Start of Block
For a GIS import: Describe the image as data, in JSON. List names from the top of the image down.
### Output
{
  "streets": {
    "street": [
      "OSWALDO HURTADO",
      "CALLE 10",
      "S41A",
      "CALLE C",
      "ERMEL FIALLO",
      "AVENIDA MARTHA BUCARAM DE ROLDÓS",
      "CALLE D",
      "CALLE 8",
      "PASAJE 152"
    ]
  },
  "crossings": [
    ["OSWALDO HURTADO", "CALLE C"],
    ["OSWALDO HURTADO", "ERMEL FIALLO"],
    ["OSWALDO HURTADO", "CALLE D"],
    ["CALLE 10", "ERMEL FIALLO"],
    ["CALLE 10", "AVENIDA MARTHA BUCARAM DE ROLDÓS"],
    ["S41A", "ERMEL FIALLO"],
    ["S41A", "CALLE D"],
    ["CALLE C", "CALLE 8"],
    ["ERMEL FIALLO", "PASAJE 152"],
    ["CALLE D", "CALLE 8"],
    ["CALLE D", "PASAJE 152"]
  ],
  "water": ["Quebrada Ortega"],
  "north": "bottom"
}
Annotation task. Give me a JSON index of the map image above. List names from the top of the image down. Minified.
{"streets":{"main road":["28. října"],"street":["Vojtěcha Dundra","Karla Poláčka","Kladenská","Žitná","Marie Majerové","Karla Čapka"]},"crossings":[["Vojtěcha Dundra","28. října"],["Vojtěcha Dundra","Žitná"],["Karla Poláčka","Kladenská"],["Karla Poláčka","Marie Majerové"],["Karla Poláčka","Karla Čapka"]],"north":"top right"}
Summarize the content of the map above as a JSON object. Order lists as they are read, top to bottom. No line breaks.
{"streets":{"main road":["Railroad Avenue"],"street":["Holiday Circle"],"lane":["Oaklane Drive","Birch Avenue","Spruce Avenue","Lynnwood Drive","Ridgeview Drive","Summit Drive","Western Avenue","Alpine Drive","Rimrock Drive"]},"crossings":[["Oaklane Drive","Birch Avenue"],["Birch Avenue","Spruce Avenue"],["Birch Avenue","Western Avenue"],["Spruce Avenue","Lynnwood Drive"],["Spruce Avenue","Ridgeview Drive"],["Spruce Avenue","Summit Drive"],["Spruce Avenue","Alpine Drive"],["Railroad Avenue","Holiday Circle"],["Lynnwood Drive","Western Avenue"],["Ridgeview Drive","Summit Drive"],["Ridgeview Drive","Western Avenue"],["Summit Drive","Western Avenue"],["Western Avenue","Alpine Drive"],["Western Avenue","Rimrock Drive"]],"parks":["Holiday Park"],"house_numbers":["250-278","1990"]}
End of Block
For the string "above", go line by line through the material and copy every line that has it.

*Exercise answer*.
Annotation task. Give me a JSON index of the map image above. List names from the top of the image down. Minified.
Summarize the content of the map above as a JSON object. Order lists as they are read, top to bottom. No line breaks.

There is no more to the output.